5. The method of claim 1, wherein the step of resetting the pixel value of the center pixel point according to the largest one of the differences comprises:

acquiring azimuth angles of other pixel points corresponding to the maximum difference value relative to the central pixel point;

obtaining an angle factor of the maximum difference value according to the azimuth angle;

and determining the pixel value of the central pixel point according to the maximum difference value and the angle factor.

6. The method of claim 5, wherein said obtaining an angle factor of the maximum difference from the azimuth angle comprises:

taking the trigonometric function value of the azimuth angle as the angle factor; or taking the radian value corresponding to the azimuth angle as the angle factor.

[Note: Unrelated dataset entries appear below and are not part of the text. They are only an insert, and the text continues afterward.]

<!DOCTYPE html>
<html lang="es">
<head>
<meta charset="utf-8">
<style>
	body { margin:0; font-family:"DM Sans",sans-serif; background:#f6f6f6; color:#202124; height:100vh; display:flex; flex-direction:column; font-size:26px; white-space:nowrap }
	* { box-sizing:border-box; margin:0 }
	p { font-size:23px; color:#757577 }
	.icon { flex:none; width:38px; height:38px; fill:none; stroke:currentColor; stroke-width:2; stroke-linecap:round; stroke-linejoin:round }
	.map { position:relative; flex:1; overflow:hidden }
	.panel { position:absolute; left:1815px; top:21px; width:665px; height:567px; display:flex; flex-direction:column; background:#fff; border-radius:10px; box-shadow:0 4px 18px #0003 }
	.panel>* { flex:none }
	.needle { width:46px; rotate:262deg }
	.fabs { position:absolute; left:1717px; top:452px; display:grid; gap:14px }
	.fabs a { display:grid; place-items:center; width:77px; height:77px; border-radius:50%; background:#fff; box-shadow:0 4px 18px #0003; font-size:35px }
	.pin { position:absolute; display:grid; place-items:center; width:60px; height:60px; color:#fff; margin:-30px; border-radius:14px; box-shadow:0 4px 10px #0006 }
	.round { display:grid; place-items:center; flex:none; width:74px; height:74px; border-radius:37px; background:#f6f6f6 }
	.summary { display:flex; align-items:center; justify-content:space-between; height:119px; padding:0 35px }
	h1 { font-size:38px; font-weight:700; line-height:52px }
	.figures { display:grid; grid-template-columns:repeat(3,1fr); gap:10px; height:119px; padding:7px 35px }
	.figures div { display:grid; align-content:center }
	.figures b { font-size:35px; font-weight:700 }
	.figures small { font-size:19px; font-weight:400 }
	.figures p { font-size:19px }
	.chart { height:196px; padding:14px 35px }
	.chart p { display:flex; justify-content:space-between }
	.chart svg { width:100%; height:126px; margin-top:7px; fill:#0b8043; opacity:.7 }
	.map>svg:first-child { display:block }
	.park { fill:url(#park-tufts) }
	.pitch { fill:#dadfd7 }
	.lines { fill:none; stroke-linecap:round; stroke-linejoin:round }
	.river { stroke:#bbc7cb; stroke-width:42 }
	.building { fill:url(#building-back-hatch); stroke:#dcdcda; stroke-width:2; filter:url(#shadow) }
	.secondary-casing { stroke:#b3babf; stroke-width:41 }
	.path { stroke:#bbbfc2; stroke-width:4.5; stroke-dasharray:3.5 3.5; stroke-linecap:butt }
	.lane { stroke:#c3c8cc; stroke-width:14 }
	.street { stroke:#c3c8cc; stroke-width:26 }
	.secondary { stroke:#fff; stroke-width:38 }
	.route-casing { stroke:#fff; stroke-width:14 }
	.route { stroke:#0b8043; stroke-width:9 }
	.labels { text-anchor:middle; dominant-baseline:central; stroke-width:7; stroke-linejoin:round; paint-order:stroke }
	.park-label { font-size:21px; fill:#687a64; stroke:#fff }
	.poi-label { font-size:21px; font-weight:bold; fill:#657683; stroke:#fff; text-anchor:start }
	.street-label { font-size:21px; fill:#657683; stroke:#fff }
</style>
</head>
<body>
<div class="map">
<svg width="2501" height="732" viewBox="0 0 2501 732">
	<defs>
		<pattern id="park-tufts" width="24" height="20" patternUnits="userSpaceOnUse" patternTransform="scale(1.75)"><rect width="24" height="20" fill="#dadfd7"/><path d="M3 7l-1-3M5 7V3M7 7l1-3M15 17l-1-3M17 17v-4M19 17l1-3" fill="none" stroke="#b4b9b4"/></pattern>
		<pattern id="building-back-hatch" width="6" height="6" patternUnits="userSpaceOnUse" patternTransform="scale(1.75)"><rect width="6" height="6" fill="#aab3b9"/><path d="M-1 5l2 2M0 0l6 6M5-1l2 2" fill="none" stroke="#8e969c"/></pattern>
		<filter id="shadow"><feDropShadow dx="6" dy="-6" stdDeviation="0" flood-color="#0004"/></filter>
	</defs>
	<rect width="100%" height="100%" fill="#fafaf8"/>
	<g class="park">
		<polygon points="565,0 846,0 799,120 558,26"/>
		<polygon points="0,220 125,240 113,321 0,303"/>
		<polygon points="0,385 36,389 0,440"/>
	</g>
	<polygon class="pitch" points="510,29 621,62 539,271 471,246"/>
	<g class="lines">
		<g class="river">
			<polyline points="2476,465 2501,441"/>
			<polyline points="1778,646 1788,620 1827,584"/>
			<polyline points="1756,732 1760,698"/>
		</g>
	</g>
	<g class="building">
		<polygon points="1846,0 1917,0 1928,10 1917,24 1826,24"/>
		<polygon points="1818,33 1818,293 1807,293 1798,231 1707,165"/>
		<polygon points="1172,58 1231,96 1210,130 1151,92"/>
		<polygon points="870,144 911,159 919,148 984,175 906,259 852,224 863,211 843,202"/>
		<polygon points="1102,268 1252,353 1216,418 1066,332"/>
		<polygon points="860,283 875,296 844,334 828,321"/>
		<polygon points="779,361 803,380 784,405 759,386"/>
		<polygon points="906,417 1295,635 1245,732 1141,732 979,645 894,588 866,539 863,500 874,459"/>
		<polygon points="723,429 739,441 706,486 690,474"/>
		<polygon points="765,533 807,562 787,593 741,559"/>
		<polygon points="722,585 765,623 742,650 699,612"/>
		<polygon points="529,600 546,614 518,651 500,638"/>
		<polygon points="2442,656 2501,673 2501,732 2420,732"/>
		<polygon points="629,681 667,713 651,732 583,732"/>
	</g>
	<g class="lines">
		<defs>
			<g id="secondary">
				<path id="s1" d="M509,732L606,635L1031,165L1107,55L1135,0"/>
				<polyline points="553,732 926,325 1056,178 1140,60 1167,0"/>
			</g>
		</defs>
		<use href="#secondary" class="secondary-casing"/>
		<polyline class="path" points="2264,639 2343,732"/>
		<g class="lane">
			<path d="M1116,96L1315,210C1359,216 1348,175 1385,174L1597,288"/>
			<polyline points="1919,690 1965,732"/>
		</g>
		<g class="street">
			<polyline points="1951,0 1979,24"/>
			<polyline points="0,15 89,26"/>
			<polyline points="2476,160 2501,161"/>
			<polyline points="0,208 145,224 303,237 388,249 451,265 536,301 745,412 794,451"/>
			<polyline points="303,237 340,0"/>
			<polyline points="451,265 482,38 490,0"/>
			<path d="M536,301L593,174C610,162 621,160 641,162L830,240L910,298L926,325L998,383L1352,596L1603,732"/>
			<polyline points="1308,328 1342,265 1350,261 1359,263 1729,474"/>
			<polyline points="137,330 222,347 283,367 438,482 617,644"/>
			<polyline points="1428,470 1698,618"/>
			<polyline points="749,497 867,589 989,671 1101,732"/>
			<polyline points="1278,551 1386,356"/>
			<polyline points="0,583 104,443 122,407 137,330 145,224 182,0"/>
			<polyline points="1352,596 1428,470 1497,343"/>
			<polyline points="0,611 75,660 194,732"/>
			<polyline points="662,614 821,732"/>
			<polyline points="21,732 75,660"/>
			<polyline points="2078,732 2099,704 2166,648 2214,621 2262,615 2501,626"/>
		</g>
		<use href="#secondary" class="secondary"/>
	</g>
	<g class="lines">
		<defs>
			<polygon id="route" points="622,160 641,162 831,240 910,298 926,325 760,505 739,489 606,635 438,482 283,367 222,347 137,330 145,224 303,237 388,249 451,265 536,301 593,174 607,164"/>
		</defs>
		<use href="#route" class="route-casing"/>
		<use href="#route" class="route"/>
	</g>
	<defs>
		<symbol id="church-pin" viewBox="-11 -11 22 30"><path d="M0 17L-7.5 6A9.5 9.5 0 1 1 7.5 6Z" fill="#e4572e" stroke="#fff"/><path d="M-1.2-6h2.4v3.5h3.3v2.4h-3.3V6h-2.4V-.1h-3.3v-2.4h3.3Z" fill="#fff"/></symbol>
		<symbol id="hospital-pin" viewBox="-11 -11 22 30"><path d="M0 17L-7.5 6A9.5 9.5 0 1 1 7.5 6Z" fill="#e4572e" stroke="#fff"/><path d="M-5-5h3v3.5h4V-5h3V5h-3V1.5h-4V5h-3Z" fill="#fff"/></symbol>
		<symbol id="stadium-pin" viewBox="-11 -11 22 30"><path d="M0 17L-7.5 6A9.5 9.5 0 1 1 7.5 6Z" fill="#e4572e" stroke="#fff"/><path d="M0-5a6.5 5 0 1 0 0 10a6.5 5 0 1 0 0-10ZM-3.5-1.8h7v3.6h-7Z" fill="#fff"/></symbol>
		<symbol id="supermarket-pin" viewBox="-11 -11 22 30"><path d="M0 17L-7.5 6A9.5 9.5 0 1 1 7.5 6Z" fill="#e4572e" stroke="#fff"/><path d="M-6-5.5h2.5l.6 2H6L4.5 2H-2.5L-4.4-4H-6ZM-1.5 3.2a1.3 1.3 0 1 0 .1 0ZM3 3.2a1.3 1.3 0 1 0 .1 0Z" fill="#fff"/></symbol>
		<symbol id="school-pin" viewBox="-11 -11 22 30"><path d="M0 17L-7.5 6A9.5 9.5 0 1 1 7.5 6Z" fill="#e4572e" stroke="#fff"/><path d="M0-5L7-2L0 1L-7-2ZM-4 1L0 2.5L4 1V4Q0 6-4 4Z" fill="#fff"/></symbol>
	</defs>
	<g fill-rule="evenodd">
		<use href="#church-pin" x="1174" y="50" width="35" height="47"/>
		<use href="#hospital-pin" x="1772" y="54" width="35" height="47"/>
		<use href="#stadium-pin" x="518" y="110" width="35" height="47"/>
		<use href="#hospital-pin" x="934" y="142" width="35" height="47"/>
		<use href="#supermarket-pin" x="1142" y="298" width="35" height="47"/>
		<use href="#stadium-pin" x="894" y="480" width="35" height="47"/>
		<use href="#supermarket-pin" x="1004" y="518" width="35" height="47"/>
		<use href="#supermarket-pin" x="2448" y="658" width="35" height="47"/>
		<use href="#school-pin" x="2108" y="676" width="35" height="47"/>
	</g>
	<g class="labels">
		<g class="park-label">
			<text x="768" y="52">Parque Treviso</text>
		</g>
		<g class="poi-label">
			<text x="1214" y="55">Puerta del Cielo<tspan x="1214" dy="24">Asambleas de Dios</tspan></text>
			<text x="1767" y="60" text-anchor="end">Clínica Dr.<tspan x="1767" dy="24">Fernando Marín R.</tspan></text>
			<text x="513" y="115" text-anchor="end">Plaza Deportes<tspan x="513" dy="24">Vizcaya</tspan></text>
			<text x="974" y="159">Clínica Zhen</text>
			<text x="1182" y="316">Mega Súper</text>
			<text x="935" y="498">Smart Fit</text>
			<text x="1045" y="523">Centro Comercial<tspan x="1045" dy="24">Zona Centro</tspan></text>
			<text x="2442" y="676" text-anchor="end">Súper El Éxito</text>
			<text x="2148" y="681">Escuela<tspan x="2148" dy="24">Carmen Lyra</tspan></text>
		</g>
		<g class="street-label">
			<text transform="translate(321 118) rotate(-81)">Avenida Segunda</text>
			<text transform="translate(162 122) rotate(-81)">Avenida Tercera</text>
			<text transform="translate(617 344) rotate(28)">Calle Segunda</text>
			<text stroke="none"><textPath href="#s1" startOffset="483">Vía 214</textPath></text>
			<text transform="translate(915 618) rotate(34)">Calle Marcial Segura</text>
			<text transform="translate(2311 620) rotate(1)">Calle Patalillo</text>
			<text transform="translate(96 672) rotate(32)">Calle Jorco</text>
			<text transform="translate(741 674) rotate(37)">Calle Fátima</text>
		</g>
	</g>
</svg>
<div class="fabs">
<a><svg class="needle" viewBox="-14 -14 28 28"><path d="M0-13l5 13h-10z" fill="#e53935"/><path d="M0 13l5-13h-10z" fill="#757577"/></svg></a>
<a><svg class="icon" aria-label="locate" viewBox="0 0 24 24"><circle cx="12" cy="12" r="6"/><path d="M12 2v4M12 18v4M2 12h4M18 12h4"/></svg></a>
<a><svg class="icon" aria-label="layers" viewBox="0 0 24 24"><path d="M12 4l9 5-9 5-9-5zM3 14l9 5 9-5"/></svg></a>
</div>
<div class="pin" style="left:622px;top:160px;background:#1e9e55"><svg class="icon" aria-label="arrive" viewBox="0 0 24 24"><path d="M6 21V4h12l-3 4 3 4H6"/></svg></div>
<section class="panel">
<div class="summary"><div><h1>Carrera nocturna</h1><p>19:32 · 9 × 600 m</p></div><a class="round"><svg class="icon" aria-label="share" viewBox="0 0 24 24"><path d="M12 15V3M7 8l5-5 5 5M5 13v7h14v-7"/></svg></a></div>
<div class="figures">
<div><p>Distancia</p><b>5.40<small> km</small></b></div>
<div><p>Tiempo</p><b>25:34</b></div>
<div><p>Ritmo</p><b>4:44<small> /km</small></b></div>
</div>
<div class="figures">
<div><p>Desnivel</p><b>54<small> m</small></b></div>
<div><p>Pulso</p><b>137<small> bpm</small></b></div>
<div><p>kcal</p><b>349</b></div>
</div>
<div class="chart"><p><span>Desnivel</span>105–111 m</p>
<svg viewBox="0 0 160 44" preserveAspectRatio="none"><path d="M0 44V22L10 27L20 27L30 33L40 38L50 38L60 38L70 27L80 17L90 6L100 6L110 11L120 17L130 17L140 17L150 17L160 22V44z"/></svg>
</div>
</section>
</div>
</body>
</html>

7. The method of claim 2, wherein the step of relatively moving the image and the analysis window comprises:

and moving the analysis window relative to the image along the row direction or the column direction of the pixels by taking one pixel point as a step length.

8. The method of claim 1, wherein the pixel values are gray scale values.

9. A method of edge extraction of an image, the method comprising:

processing pixel values of the image using the method of any one of claims 1-8;

screening pixel points of which the pixel values meet preset conditions as edge points of the image;

and extracting the edge based on the edge points.

10. An image processing apparatus, characterized in that the apparatus comprises a processor and a memory, the memory having stored therein a computer program for executing the computer program to implement the method of any of claims 1-9.

11. A storage medium storing a computer program executable by a processor to implement the method of any one of claims 1-9.